We hook arms with the barmaid and have her place us at a tall table that will, she promises, be optimal for karaoke activity. We send her away with a high five and our beverage requests. I hold down the fort while the girls go investigate the photo booth. Alone at the table, I am momentarily left feeling self conscious, but I shake it off almost immediately and take stock of our fellow bar patrons.
A dashing black man near the trendy fire is having a flirtation with a longhaired and legged blond who seems to know our bar maiden quite well. A few middle aged couples. The ‘end of the bar’ regulars were chatting up the ‘girl group’ but my eye was caught by a jovial young guy flitting between a couple groups of people near the pool table.
“He looks a little like Zach Braff.” I say to myself, “I bet people tell him that all the time. If I met him I would make a point not to tell him that.”
As I scanned the rest of the people in that last area of the establishment, I noticed the girls were headed back to the table and I thought, “The only really attractive guy at the bar…well at least Shanda will have someone to make eyes with.”

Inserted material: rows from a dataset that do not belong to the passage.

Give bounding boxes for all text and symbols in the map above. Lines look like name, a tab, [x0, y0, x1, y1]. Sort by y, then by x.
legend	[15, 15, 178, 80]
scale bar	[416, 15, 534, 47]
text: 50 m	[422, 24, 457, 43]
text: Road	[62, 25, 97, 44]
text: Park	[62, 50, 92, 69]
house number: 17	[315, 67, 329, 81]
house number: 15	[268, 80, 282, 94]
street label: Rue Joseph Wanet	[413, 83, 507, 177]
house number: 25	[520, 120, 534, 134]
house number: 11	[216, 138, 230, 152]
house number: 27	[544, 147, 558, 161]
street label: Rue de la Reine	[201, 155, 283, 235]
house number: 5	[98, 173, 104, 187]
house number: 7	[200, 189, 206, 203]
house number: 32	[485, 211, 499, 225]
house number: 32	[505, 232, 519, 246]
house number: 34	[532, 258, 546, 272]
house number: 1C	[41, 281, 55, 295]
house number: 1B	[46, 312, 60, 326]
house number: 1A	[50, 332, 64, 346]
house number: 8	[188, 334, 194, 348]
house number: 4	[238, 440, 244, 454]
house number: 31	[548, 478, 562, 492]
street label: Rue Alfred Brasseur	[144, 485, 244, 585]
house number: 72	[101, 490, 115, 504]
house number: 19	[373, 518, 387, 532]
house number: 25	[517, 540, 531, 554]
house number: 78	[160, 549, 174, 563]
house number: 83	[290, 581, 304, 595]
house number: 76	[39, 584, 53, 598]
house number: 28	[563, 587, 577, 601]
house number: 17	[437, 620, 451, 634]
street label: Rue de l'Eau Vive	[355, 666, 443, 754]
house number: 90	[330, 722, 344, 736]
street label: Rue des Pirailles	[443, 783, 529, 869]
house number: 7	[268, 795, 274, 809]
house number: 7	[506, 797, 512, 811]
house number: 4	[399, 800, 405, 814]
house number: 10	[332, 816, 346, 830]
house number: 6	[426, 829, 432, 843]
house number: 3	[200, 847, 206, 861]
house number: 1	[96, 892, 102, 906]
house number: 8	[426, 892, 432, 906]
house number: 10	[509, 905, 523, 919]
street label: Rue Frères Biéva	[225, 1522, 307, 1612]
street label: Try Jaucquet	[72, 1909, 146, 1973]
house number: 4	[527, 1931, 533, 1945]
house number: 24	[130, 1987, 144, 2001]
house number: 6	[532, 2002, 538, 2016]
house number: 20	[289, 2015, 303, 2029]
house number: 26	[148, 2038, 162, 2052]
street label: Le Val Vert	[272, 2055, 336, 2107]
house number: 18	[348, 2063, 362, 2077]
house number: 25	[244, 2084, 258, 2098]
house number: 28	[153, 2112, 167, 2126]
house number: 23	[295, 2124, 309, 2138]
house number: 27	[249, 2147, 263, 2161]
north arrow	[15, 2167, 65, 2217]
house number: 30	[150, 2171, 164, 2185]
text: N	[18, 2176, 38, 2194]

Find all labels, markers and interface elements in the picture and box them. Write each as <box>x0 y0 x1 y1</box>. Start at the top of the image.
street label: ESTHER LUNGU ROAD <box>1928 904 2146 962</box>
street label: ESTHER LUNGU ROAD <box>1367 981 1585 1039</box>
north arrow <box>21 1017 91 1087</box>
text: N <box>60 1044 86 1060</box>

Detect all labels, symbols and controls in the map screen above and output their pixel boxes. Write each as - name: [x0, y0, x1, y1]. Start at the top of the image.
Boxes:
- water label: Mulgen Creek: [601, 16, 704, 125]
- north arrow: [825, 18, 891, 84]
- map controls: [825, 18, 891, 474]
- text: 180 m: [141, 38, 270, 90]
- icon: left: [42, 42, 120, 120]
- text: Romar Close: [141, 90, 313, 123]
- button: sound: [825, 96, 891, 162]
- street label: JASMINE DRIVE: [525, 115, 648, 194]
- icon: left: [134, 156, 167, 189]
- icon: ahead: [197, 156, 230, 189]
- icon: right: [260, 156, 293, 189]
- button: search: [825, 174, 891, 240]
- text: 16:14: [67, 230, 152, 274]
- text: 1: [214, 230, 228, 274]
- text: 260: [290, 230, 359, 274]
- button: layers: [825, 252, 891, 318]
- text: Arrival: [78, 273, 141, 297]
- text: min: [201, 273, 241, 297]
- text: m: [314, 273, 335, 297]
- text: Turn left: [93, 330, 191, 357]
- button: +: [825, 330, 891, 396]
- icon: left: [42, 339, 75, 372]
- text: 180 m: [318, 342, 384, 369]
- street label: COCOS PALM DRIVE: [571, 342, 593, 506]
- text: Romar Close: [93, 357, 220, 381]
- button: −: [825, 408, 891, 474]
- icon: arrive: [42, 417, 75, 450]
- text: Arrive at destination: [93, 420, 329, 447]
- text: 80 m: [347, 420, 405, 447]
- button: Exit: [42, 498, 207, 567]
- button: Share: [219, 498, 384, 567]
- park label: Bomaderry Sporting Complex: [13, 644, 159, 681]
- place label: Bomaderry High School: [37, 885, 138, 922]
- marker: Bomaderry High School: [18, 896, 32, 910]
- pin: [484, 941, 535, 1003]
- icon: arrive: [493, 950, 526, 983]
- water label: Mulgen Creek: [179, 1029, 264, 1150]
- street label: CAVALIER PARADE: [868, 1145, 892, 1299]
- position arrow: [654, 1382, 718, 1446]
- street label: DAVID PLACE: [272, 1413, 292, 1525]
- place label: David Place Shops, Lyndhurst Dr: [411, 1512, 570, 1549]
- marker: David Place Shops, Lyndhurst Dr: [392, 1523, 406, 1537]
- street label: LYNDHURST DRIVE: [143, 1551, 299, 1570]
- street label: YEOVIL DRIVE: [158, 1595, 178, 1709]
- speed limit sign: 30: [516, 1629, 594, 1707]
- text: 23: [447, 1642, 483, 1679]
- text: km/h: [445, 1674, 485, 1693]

Just as the girls sat down our drinks arrived. We get caught up in drink testing and karaoke song discussions. Thoughts of the boy fade into the background of our good times. 9:45: karaoke begins.
Nikki leaves the song choosing in Shanda and I’s hands. Shanda is up at the books scribbling down her songs right outta the gates. I pow wow with Nikki a bit about her song choice. She’s adamant about not flying solo for her first jump. As I walk up to the phonebook of song choices, Shanda turns hers in. She’d down for “Love is a Battlefield”, “Like a Prayer”, and “With or Without You.” A solid line up. I pour over the lists of songs and whittle it down to “Magic Man”, “Hot Blooded”, and “Stay” by Lisa Loeb. I decide on “All I Wanna Do” for Nikki’s big debut. It just felt…right.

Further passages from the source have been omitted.